I e XXIX e 30 I, II da Constituição Federal, conferindo-lhes sentido diverso
daquele que verdadeiramente ostenta.
3) Ofensa ao princípio
da legalidade.
A
Lei 3.268, de 18 de maio de 2007, de Amparo, também ofende ao princípio da
legalidade, fixado no artigo 111 da Constituição Estadual, igualmente regra
obrigatória para os Municípios por força do artigo 144 da mesma Carta.
Com
efeito, o artigo 3º da Lei 3.268, de 18 de maio de 2007, de Amparo assim
dispõe:
“Art. 3º - Esta Lei
será regulamentada pelo poder executivo em 60 (sessenta dias) dias,
oportunidade em que se definirá as penalidades cabíveis para as eventuais
infrações.”
Como
se nota, a lei não define as sanções para o caso de descumprimento, deixando a
tarefa para o decreto regulamentador.

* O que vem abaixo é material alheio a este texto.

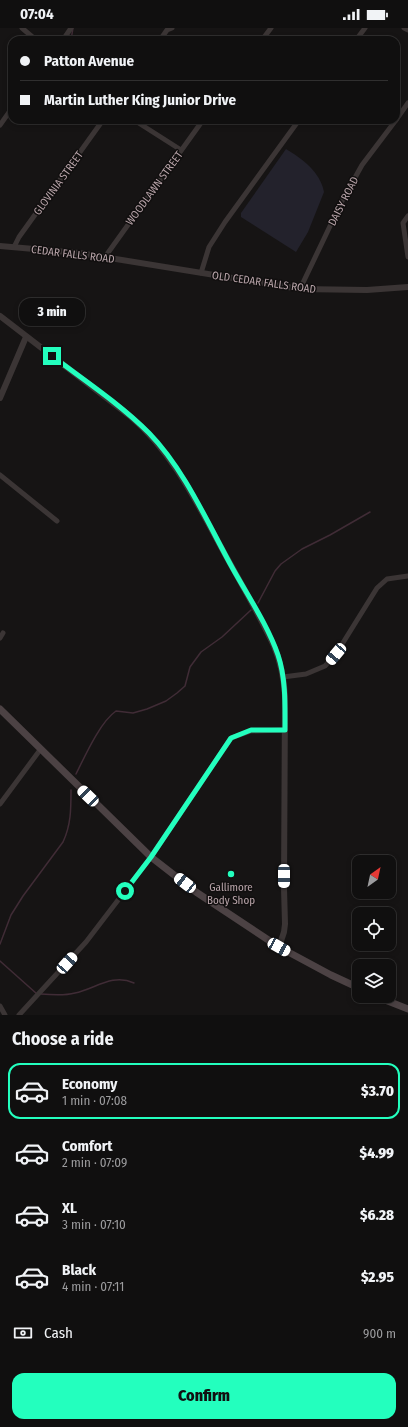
<!DOCTYPE html>
<html lang="en">
<head>
<meta charset="utf-8">
<style>
	body { margin:0; font-family:"Fira Sans Condensed",sans-serif; background:#1e1d1d; color:#f1f3f6; height:100vh; display:flex; flex-direction:column; font-size:15px; white-space:nowrap }
	* { box-sizing:border-box; margin:0 }
	p { font-size:13px; color:#9c9c9e }
	.icon { flex:none; width:22px; height:22px; fill:none; stroke:currentColor; stroke-width:2; stroke-linecap:round; stroke-linejoin:round }
	.map { position:relative; height:987px; overflow:hidden }
	.drawer { display:flex; flex-direction:column; background:#100f0f; flex:1 }
	.drawer>* { flex:none }
	.banner { position:absolute; left:8px; top:8px; width:392px; height:88px; border-radius:12px; box-shadow:0 2px 6px #0003,0 0 0 1px #302f2f; display:grid; align-content:center; height:88px; padding:0 12px; background:#100f0f }
	.needle { width:26px; rotate:33deg }
	.fabs { position:absolute; left:352px; top:827px; display:grid; gap:8px }
	.fabs a { display:grid; place-items:center; width:44px; height:44px; border-radius:8px; background:#100f0f; box-shadow:0 2px 6px #0003,0 0 0 1px #302f2f; font-size:20px }
	.end { position:absolute; width:18px; height:18px; margin:-9px; border:5px solid #23ffbe; background:#111; box-shadow:0 0 0 2px #111 }
	.from { border-radius:50% }
	.bubble { position:absolute; height:28px; border-radius:12px; background:#100f0f; box-shadow:0 2px 6px #0003,0 0 0 1px #302f2f; font-size:13px; font-weight:800; line-height:28px; text-align:center }
	.car { position:absolute; width:12px; height:24px; margin:-12px -6px; border-radius:5px; box-shadow:0 0 3px 1px #0007; background:linear-gradient(#fff 24%,#345 0 40%,#fff 0 76%,#345 0 86%,#fff 0) }
	.banner b { display:flex; align-items:center; gap:14px; height:38px; font-size:15px }
	.banner b+b { border-top:1px solid #302f2f }
	.banner i { width:10px; height:10px; background:#f1f3f6 }
	ul { padding:0; list-style:none }
	li { display:flex; align-items:center; gap:12px; height:56px; margin:0 8px 6px; padding:0 4px; border:2px solid transparent; border-radius:12px }
	li div { flex:1 }
	li b { display:block; font-size:15px }
	li em { font-style:normal; font-weight:800 }
	li.on { border-color:#23ffbe }
	li>.icon { width:36px; height:36px; stroke-width:1.5 }
	h2 { padding:0 12px; font-size:18px; line-height:48px }
	.pay { display:flex; align-items:center; gap:10px; height:44px; padding:0 12px; font-size:15px }
	.pay p { margin-inline-start:auto }
	.button { display:flex; gap:8px; margin-top:auto; padding:8px 12px }
	.button a { flex:1; height:46px; border-radius:12px; background:#23ffbe; color:#111; font-size:16px; font-weight:800; line-height:46px; text-align:center }
	.status { display:flex; justify-content:space-between; align-items:center; height:28px; padding:0 20px; background:#100f0f; direction:ltr }
	.status svg { height:11px; fill:currentColor }
	.map>svg:first-child { display:block }
	.green { fill:#23222c }
	.lines { fill:none; stroke-linecap:round; stroke-linejoin:round }
	.stream { stroke:#402c36; stroke-width:1.5 }
	.minor { stroke:#3b3535; stroke-width:5 }
	.tertiary { stroke:#3b3535; stroke-width:6 }
	.secondary { stroke:#4c4244; stroke-width:7 }
	.route { stroke:#23ffbe; stroke-width:5 }
	.poi-dot { fill:#23ffbe; stroke:#110f0f; stroke-width:1.5 }
	.labels { text-anchor:middle; stroke-width:3; stroke-linejoin:round; paint-order:stroke }
	.street-label { font-size:11px; fill:#b8a4a9; stroke:#110f0f }
	.poi-label { font-size:11px; fill:#b8a4a9; stroke:#110f0f }
</style>
</head>
<body>
<div class="status"><b>07:04</b><svg viewBox="0 0 49 12"><path d="M0 12V9h3v3zM5 12V6h3v6zM10 12V3h3v9zM15 12V0h3v12zM26 1h20v11H26zM47 4h2v5h-2z"/></svg></div>
<div class="map">
<svg width="408" height="987" viewBox="0 0 408 987">
	<rect width="100%" height="100%" fill="#161414"/>
	<path class="green" d="M286,121c17,10 34,23 38,43l-16,40 -12,20 -55,-35v-4z"/>
	<g class="lines">
		<g class="stream">
			<polyline points="71,12 73,0"/>
			<polyline points="258,575 275,543 281,536 302,521 330,507 370,484"/>
			<path d="M76,746c9,-18 24,-52 40,-63l17,2 14,-4 19,-8 11,-8 8,-7 5,-19 11,-15 21,-15 29,-27"/>
			<path d="M0,916l11,-29 12,-19 40,-54c8,-17 8,-33 8,-52"/>
			<polyline points="0,933 37,966"/>
			<path d="M41,966c11,1 23,2 34,-1 20,-4 37,-20 59,-10"/>
		</g>
		<g class="minor">
			<polyline points="22,0 36,12"/>
			<polyline points="404,0 408,2"/>
			<polyline points="63,12 71,0"/>
			<polyline points="160,12 167,2 172,0"/>
			<polyline points="262,12 271,0"/>
			<polyline points="356,12 365,0"/>
			<polyline points="134,92 181,122"/>
			<polyline points="396,92 408,75"/>
			<polyline points="0,97 12,80"/>
			<polyline points="408,188 403,195 408,229"/>
			<polyline points="14,219 19,209 103,92"/>
			<polyline points="105,229 203,92"/>
			<polyline points="201,245 209,219 225,194 299,92"/>
			<polyline points="300,261 342,173 362,137 396,92"/>
			<polyline points="0,447 57,493"/>
			<polyline points="0,610 3,605"/>
			<polyline points="283,649 306,646 325,638 336,626 377,560 387,551 408,548"/>
			<polyline points="0,776 40,722"/>
			<polyline points="0,978 5,987"/>
			<polyline points="19,987 86,914 151,829 231,710 251,703 285,702"/>
		</g>
		<g class="tertiary">
			<polyline points="0,218 79,225 300,261 367,262 408,259"/>
			<path d="M0,288l130,100c42,36 65,83 91,131 18,33 37,65 53,99 7,17 10,33 11,50l-1,192 1,36 -1,8 -5,15"/>
			<polyline points="0,370 26,309"/>
		</g>
		<g class="secondary">
			<polyline points="0,681 151,829 196,864 279,919 331,947 359,960"/>
			<polyline points="375,968 408,981"/>
		</g>
	</g>
	<g class="lines">
		<path class="route" d="M52,328c32,24 68,48 97,77 36,37 59,91 84,136 15,27 35,57 45,86 8,24 7,50 7,75h-34l-20,8 -80,119 -26,34"/>
	</g>
	<circle class="poi-dot" cx="231" cy="846" r="4"/>
	<g class="labels">
		<g class="street-label">
			<text transform="translate(58 155) rotate(-54)" y="4">GLOVINIA STREET</text>
			<text transform="translate(154 160) rotate(-54)" y="4">WOODLAWN STREET</text>
			<text transform="translate(343 173) rotate(-63)" y="4">DAISY ROAD</text>
			<text transform="translate(73 226) rotate(7)" y="4">CEDAR FALLS ROAD</text>
			<text transform="translate(264 254) rotate(8)" y="4">OLD CEDAR FALLS ROAD</text>
		</g>
		<g class="poi-label">
			<text x="231" y="863">Gallimore<tspan x="231" dy="13">Body Shop</tspan></text>
		</g>
	</g>
</svg>
<div class="fabs">
<a><svg class="needle" viewBox="-14 -14 28 28"><path d="M0-13l5 13h-10z" fill="#e53935"/><path d="M0 13l5-13h-10z" fill="#9c9c9e"/></svg></a>
<a><svg class="icon" aria-label="locate" viewBox="0 0 24 24"><circle cx="12" cy="12" r="6"/><path d="M12 2v4M12 18v4M2 12h4M18 12h4"/></svg></a>
<a><svg class="icon" aria-label="layers" viewBox="0 0 24 24"><path d="M12 4l9 5-9 5-9-5zM3 14l9 5 9-5"/></svg></a>
</div>
<i class="end from" style="left:125px;top:863px"></i>
<i class="end" style="left:52px;top:328px"></i>
<div class="bubble" style="left:19px;top:270px;width:66px">3 min</div>
<i class="car" style="left:336px;top:626px;rotate:220deg"></i>
<i class="car" style="left:88px;top:768px;rotate:314deg"></i>
<i class="car" style="left:284px;top:848px;rotate:180deg"></i>
<i class="car" style="left:185px;top:855px;rotate:308deg"></i>
<i class="car" style="left:279px;top:919px;rotate:119deg"></i>
<i class="car" style="left:67px;top:935px;rotate:42deg"></i>
<div class="banner">
<b><i class="from"></i>Patton Avenue</b>
<b><i></i>Martin Luther King Junior Drive</b>
</div>
</div>
<section class="drawer">
<h2>Choose a ride</h2>
<ul>
<li class="on"><svg class="icon" aria-label="car" viewBox="0 0 24 24"><path d="M5 17H2v-5l4-1 3-4h7l3 4 3 1v5h-3M9 17h6M6 11h13"/><circle cx="7" cy="17" r="2"/><circle cx="17" cy="17" r="2"/></svg><div><b>Economy</b><p>1 min · 07:08</p></div><em>$3.70</em></li>
<li><svg class="icon" aria-label="car" viewBox="0 0 24 24"><path d="M5 17H2v-5l4-1 3-4h7l3 4 3 1v5h-3M9 17h6M6 11h13"/><circle cx="7" cy="17" r="2"/><circle cx="17" cy="17" r="2"/></svg><div><b>Comfort</b><p>2 min · 07:09</p></div><em>$4.99</em></li>
<li><svg class="icon" aria-label="car" viewBox="0 0 24 24"><path d="M5 17H2v-5l4-1 3-4h7l3 4 3 1v5h-3M9 17h6M6 11h13"/><circle cx="7" cy="17" r="2"/><circle cx="17" cy="17" r="2"/></svg><div><b>XL</b><p>3 min · 07:10</p></div><em>$6.28</em></li>
<li><svg class="icon" aria-label="car" viewBox="0 0 24 24"><path d="M5 17H2v-5l4-1 3-4h7l3 4 3 1v5h-3M9 17h6M6 11h13"/><circle cx="7" cy="17" r="2"/><circle cx="17" cy="17" r="2"/></svg><div><b>Black</b><p>4 min · 07:11</p></div><em>$2.95</em></li>
</ul>
<div class="pay"><svg class="icon" aria-label="cash" viewBox="0 0 24 24"><path d="M3 7h18v10H3z"/><circle cx="12" cy="12" r="2"/></svg>Cash<p>900 m</p></div>
<div class="button"><a>Confirm</a></div>
</section>
</body>
</html>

É sabido que o decreto não pode prever
penalidades não definidas previamente na lei. No caso concreto, como a própria
lei assim previu, nunca haverá cumprimento ao princípio da legalidade pela Administração
Pública, ensejando a inconstitucionalidade da norma sob exame também sob esse
aspecto.
4. Conclusão
Diante do exposto,
nosso parecer é no sentido da procedência
da presente ação direta, declarando-se a inconstitucionalidade da Lei 3.268,
de 18 de maio de 2007, de Amparo.
São Paulo, 30 de abril de 2008.
MAURÍCIO
AUGUSTO GOMES
PROCURADOR DE JUSTIÇA,
no exercício de função delegada pelo
Procurador-Geral de Justiça
[1] SILVA, José Afonso da. Curso de direito constitucional positivo. 28ªed., São Paulo: Malheiros, 2007, p.478.